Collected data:

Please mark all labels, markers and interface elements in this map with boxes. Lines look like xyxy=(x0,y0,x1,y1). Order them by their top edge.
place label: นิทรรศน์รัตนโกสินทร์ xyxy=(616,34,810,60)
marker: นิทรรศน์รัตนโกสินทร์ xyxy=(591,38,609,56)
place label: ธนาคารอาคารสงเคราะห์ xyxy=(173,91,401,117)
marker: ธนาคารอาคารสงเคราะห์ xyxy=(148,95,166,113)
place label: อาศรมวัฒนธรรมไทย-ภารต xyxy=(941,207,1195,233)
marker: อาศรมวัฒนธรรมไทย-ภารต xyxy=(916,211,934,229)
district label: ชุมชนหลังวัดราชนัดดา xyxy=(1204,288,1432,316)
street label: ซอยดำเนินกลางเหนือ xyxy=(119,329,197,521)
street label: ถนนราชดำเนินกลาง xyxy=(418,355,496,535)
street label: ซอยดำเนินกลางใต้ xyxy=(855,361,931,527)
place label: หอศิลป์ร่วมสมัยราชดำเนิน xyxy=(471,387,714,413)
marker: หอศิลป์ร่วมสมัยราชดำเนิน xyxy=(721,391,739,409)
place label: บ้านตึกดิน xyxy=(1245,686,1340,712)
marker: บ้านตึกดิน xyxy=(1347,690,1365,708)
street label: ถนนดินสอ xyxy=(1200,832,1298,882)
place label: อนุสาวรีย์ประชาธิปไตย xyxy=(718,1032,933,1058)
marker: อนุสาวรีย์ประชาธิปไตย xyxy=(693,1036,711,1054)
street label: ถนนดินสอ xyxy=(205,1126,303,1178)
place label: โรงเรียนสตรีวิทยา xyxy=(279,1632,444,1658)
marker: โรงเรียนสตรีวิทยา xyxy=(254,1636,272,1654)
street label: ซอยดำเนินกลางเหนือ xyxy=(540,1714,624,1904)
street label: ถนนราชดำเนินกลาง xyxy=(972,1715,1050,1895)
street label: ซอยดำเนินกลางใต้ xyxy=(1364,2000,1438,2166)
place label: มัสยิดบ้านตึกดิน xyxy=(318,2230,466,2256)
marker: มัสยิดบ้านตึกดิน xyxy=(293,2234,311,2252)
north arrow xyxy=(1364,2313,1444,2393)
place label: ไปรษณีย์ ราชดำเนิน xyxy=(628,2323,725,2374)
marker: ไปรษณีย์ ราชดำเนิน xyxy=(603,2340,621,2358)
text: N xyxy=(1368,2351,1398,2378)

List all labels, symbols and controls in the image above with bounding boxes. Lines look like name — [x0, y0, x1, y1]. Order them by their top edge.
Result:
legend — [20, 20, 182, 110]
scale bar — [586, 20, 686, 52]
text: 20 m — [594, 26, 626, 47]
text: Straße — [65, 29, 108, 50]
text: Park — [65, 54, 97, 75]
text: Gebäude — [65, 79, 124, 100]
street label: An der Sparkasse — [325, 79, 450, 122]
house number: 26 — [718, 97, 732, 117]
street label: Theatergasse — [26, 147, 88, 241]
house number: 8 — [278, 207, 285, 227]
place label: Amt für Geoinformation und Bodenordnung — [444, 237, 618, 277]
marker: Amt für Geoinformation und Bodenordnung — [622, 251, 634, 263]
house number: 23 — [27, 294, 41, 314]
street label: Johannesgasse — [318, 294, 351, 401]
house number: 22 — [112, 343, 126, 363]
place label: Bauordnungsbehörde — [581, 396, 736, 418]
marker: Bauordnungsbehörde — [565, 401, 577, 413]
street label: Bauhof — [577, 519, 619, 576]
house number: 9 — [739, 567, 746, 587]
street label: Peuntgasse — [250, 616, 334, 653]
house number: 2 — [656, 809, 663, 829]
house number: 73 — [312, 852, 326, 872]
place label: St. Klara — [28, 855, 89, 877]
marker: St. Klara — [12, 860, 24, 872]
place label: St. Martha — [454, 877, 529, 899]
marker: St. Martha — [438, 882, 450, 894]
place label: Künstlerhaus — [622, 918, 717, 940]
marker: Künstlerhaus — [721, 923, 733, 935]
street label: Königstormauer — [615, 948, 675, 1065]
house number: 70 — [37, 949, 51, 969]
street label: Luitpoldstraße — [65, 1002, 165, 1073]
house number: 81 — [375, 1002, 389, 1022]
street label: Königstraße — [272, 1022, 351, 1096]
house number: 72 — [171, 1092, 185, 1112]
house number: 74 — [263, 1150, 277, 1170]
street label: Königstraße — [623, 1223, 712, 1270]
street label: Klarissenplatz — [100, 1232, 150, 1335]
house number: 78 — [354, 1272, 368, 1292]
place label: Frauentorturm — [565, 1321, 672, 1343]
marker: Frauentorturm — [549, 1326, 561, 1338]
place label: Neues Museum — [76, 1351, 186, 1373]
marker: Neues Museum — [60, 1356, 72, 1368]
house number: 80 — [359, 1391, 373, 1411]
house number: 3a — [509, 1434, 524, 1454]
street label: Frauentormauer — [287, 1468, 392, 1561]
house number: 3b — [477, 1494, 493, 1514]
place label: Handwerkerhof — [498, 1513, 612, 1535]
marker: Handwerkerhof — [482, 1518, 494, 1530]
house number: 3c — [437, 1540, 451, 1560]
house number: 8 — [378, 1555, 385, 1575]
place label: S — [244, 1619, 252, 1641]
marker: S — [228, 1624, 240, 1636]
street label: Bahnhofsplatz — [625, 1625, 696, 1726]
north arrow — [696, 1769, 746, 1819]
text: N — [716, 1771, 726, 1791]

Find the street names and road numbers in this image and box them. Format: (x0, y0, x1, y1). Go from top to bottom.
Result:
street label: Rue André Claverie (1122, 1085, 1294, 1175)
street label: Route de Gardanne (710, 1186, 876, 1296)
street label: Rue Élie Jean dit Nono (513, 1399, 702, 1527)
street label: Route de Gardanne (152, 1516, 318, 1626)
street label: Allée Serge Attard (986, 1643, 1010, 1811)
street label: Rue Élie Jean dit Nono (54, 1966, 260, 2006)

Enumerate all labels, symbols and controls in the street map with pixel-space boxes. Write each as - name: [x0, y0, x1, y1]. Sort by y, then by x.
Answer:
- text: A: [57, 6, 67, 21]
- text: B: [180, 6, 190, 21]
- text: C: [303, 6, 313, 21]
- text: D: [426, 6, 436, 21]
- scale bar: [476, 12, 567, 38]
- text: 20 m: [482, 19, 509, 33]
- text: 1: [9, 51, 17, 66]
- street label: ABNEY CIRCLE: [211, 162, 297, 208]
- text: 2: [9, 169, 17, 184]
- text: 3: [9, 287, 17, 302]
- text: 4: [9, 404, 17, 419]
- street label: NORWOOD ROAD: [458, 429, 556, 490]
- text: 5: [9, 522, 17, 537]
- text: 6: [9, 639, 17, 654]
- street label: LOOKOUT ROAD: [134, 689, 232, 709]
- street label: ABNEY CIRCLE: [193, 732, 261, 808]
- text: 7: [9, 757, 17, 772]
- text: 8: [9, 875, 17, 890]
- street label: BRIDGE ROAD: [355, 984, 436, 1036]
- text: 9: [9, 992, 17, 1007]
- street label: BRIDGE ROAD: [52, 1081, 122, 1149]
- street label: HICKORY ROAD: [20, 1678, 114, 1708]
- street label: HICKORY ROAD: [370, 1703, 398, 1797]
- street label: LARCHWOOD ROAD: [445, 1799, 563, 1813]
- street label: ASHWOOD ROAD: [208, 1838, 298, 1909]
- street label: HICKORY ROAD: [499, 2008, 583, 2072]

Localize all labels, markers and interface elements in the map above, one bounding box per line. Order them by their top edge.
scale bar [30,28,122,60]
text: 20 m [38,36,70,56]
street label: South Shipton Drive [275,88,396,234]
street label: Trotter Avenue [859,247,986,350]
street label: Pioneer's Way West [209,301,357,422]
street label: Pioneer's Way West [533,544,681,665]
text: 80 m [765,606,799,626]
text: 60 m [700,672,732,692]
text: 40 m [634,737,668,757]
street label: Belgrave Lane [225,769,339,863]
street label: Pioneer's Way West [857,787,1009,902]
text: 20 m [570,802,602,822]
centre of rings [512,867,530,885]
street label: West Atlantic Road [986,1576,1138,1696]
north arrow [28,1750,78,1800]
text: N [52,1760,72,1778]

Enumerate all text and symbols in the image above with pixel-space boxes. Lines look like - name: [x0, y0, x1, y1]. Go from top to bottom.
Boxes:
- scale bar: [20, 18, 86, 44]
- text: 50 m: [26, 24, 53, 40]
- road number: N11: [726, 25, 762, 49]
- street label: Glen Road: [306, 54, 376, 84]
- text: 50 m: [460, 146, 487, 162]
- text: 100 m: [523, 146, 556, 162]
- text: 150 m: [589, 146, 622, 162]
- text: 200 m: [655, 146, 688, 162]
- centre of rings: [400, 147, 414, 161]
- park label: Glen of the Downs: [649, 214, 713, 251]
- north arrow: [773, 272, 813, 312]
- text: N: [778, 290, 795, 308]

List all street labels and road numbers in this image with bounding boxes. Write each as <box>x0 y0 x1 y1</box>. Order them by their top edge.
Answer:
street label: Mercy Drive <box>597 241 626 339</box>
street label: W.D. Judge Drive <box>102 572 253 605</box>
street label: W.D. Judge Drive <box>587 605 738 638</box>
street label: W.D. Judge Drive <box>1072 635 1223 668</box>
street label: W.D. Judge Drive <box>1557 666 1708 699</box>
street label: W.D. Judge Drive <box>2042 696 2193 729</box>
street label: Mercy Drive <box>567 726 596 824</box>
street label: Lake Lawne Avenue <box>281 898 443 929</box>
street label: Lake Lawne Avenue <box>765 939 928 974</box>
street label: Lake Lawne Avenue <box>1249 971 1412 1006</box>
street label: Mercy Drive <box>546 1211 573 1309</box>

> [WORK ORDER]
What is the number of lines in the records that contain the word "HICKORY"? Answer with the number and nothing else.

> [RESPONSE]
3